We should be less like politicians and more like sailors. In a violent storm sailors learn to manage the force of the wind in order to move their vessel. They don’t shut down because they know if they do, they will drown! Life brings a variety of wind and sea conditions that, together with our partners, we need to learn to master if we want to get to shore.
In order to stay calm in the midst of this storm, we must exhibit selfless humility. Selfless humility ushers in grace and opens the door for intimacy. Intimacy is the opposite end result of a shutdown and it is essential for a healthy marriage. Antagonism, on the other hand, is what happens when we don’t work together. Antagonism’s end result is not intimacy, but regret and resentment.

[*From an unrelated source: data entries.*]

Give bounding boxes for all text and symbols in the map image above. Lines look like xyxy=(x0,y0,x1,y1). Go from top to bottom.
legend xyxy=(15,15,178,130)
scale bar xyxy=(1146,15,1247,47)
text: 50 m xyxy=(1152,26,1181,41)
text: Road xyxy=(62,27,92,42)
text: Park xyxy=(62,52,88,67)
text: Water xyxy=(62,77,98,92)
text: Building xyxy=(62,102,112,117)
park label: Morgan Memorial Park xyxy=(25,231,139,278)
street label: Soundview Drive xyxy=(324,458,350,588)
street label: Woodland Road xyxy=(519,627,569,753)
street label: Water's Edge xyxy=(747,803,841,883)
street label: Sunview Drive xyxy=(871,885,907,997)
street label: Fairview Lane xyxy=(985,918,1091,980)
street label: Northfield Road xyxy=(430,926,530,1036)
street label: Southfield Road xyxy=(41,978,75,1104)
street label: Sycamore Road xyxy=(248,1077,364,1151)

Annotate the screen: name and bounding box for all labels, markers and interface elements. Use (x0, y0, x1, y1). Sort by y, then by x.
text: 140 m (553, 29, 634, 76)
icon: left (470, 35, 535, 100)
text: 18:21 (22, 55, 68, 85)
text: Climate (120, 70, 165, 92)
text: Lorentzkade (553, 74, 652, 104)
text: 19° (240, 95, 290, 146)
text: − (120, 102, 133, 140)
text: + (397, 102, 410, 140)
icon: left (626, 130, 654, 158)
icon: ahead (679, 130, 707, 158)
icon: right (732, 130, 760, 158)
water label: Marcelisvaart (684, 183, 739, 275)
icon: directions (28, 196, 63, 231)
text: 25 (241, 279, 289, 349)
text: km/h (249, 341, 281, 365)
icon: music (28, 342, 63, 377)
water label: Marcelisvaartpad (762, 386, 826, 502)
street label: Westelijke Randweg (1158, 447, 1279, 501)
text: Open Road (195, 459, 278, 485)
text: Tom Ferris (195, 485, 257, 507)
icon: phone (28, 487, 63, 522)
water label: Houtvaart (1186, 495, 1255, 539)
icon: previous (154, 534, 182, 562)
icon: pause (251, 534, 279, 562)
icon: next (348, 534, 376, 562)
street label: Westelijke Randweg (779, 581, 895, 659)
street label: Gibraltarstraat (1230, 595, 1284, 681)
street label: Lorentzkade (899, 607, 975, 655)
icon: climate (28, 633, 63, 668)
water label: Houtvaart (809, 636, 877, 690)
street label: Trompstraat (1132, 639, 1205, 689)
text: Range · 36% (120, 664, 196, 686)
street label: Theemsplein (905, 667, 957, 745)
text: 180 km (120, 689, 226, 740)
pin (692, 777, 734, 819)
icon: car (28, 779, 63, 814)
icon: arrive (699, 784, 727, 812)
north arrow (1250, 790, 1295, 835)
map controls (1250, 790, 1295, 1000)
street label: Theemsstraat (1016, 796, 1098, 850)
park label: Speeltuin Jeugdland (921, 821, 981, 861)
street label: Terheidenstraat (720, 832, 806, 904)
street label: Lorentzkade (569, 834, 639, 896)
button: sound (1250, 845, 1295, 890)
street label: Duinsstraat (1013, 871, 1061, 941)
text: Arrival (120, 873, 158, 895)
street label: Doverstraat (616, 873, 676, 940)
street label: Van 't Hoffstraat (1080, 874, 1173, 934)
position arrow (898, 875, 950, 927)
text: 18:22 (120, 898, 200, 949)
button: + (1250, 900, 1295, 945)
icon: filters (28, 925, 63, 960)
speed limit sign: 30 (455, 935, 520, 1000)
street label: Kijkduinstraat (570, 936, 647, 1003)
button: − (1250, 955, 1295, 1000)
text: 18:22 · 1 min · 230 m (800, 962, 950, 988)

When we are acting antagonistic towards each other, the voices of difference cause our disagreements to escalate until we reach the point of becoming hurtful. When the winds have died down we are then left with the consequences of the unmanaged argument. At this point we have a choice to make: We either shut down or give grace. If you have ever been the recipient of grace, you are more likely to freely give it because you have come to understand that grace is the ultimate expression of love. The more we walk in the garden of grace the more we smell like the scent of the flowers. In the same way, the more grace we give, the more likely we are to receive it.
So let’s exhibit an abnormal amount of empathy, deliberate humility and lavish grace in our disagreements. May our discourses from here on out be less antagonistic and much more tolerant; and may our marriages thrive on compromises that suit the whole family so we don’t have to resort to a shutdown.